In your answer, every line of the records should be written out exactly.

START Supplied material

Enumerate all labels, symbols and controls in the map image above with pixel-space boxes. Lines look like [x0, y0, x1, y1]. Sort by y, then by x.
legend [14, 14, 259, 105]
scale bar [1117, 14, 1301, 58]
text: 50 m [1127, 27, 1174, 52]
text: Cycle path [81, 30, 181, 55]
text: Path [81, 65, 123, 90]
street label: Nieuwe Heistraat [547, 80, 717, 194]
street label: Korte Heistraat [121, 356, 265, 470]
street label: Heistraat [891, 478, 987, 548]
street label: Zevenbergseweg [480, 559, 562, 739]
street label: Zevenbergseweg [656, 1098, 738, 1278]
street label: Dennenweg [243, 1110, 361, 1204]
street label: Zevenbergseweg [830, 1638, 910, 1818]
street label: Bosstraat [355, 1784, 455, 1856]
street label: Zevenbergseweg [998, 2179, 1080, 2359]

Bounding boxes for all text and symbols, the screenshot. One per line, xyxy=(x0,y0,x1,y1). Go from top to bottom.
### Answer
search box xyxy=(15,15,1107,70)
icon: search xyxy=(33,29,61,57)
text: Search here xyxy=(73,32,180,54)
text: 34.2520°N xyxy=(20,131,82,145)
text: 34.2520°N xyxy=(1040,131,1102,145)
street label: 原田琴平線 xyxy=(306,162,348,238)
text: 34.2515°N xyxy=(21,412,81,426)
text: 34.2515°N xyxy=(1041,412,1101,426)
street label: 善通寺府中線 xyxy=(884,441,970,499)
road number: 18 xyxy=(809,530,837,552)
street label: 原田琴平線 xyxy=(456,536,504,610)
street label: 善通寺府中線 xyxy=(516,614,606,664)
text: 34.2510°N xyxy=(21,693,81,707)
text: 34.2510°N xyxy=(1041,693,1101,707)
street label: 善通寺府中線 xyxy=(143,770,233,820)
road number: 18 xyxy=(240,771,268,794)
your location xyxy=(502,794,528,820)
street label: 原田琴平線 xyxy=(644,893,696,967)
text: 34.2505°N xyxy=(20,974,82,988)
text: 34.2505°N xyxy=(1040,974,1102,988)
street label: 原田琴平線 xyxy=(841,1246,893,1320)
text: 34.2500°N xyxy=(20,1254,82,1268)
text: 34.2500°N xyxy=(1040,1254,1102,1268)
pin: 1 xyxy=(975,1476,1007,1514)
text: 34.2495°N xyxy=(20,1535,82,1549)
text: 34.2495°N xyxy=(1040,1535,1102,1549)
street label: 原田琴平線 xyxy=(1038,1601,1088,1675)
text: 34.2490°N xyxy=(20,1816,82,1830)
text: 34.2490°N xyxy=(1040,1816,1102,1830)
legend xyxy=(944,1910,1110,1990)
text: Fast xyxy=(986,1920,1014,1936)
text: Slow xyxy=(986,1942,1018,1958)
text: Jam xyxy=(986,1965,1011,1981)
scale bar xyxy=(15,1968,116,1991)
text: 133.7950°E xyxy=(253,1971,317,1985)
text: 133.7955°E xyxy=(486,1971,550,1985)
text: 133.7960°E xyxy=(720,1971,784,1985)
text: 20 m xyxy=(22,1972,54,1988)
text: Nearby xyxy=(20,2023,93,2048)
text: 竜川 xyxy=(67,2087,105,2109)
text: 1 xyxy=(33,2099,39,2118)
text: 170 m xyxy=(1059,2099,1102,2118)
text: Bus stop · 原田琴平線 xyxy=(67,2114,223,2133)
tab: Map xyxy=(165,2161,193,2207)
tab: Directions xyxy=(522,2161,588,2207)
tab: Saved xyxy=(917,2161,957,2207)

END Supplied material

_Completed task_:
Enumerate all labels, symbols and controls in the map image above with pixel-space boxes. Lines look like [x0, y0, x1, y1]. Sort by y, then by x.
legend [14, 14, 259, 105]
scale bar [1117, 14, 1301, 58]
text: 50 m [1127, 27, 1174, 52]
text: Cycle path [81, 30, 181, 55]
text: Path [81, 65, 123, 90]
street label: Nieuwe Heistraat [547, 80, 717, 194]
street label: Korte Heistraat [121, 356, 265, 470]
street label: Heistraat [891, 478, 987, 548]
street label: Zevenbergseweg [480, 559, 562, 739]
street label: Zevenbergseweg [656, 1098, 738, 1278]
street label: Dennenweg [243, 1110, 361, 1204]
street label: Zevenbergseweg [830, 1638, 910, 1818]
street label: Bosstraat [355, 1784, 455, 1856]
street label: Zevenbergseweg [998, 2179, 1080, 2359]

Bounding boxes for all text and symbols, the screenshot. One per line, xyxy=(x0,y0,x1,y1). Go from top to bottom.
### Answer
search box xyxy=(15,15,1107,70)
icon: search xyxy=(33,29,61,57)
text: Search here xyxy=(73,32,180,54)
text: 34.2520°N xyxy=(20,131,82,145)
text: 34.2520°N xyxy=(1040,131,1102,145)
street label: 原田琴平線 xyxy=(306,162,348,238)
text: 34.2515°N xyxy=(21,412,81,426)
text: 34.2515°N xyxy=(1041,412,1101,426)
street label: 善通寺府中線 xyxy=(884,441,970,499)
road number: 18 xyxy=(809,530,837,552)
street label: 原田琴平線 xyxy=(456,536,504,610)
street label: 善通寺府中線 xyxy=(516,614,606,664)
text: 34.2510°N xyxy=(21,693,81,707)
text: 34.2510°N xyxy=(1041,693,1101,707)
street label: 善通寺府中線 xyxy=(143,770,233,820)
road number: 18 xyxy=(240,771,268,794)
your location xyxy=(502,794,528,820)
street label: 原田琴平線 xyxy=(644,893,696,967)
text: 34.2505°N xyxy=(20,974,82,988)
text: 34.2505°N xyxy=(1040,974,1102,988)
street label: 原田琴平線 xyxy=(841,1246,893,1320)
text: 34.2500°N xyxy=(20,1254,82,1268)
text: 34.2500°N xyxy=(1040,1254,1102,1268)
pin: 1 xyxy=(975,1476,1007,1514)
text: 34.2495°N xyxy=(20,1535,82,1549)
text: 34.2495°N xyxy=(1040,1535,1102,1549)
street label: 原田琴平線 xyxy=(1038,1601,1088,1675)
text: 34.2490°N xyxy=(20,1816,82,1830)
text: 34.2490°N xyxy=(1040,1816,1102,1830)
legend xyxy=(944,1910,1110,1990)
text: Fast xyxy=(986,1920,1014,1936)
text: Slow xyxy=(986,1942,1018,1958)
text: Jam xyxy=(986,1965,1011,1981)
scale bar xyxy=(15,1968,116,1991)
text: 133.7950°E xyxy=(253,1971,317,1985)
text: 133.7955°E xyxy=(486,1971,550,1985)
text: 133.7960°E xyxy=(720,1971,784,1985)
text: 20 m xyxy=(22,1972,54,1988)
text: Nearby xyxy=(20,2023,93,2048)
text: 竜川 xyxy=(67,2087,105,2109)
text: 1 xyxy=(33,2099,39,2118)
text: 170 m xyxy=(1059,2099,1102,2118)
text: Bus stop · 原田琴平線 xyxy=(67,2114,223,2133)
tab: Map xyxy=(165,2161,193,2207)
tab: Directions xyxy=(522,2161,588,2207)
tab: Saved xyxy=(917,2161,957,2207)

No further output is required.